[Data to use Boundary: Start]

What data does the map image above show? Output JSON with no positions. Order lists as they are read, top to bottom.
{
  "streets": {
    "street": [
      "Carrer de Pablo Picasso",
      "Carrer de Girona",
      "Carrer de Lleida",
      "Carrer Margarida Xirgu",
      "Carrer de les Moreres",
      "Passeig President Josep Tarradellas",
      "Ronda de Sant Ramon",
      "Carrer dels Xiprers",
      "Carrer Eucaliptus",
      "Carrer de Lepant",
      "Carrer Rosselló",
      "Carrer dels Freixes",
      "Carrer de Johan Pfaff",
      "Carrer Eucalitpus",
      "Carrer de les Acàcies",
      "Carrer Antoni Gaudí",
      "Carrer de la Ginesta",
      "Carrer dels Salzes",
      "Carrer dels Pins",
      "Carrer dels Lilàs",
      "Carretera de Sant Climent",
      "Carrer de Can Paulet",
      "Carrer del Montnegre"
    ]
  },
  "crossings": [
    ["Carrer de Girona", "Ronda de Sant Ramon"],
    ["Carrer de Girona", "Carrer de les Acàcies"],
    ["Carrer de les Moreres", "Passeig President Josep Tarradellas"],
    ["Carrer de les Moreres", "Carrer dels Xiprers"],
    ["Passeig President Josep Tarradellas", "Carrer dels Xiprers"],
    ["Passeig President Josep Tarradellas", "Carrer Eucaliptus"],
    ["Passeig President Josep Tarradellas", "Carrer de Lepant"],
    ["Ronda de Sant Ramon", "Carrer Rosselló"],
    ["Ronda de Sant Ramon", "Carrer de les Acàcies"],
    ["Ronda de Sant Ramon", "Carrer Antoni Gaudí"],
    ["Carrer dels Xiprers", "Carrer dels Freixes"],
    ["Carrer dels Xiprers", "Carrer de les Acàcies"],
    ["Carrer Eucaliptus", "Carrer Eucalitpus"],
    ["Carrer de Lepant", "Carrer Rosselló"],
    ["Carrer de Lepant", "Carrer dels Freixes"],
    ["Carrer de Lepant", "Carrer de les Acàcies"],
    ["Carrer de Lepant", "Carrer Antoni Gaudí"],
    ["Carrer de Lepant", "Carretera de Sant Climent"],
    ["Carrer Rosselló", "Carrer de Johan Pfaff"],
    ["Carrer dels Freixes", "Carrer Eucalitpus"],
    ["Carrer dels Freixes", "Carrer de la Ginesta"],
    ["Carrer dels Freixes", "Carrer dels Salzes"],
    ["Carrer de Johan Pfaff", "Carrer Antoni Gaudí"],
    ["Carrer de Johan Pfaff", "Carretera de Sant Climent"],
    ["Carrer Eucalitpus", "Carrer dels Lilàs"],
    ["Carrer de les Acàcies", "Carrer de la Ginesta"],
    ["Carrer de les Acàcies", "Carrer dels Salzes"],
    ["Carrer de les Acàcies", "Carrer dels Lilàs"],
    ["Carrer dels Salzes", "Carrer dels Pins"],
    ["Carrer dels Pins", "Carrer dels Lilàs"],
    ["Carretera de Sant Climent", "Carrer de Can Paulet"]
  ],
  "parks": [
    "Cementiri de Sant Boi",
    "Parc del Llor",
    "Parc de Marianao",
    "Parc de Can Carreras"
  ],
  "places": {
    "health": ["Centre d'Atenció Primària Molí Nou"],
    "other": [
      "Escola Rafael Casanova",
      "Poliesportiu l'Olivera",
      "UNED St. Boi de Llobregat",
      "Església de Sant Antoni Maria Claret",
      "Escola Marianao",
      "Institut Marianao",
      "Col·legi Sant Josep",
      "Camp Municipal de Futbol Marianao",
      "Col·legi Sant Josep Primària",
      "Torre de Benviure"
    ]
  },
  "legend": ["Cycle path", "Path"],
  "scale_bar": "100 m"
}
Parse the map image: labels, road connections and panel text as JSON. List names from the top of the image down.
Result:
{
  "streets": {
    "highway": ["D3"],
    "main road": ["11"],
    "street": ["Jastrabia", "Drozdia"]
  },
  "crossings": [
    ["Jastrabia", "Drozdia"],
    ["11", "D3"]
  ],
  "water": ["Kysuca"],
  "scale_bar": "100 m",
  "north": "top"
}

[Data to use Boundary: End]

Exercise prompt — Search the data above for the string "Tarradellas" and copy each line that has it.

Reply to the task —
      "Passeig President Josep Tarradellas",
    ["Carrer de les Moreres", "Passeig President Josep Tarradellas"],
    ["Passeig President Josep Tarradellas", "Carrer dels Xiprers"],
    ["Passeig President Josep Tarradellas", "Carrer Eucaliptus"],
    ["Passeig President Josep Tarradellas", "Carrer de Lepant"],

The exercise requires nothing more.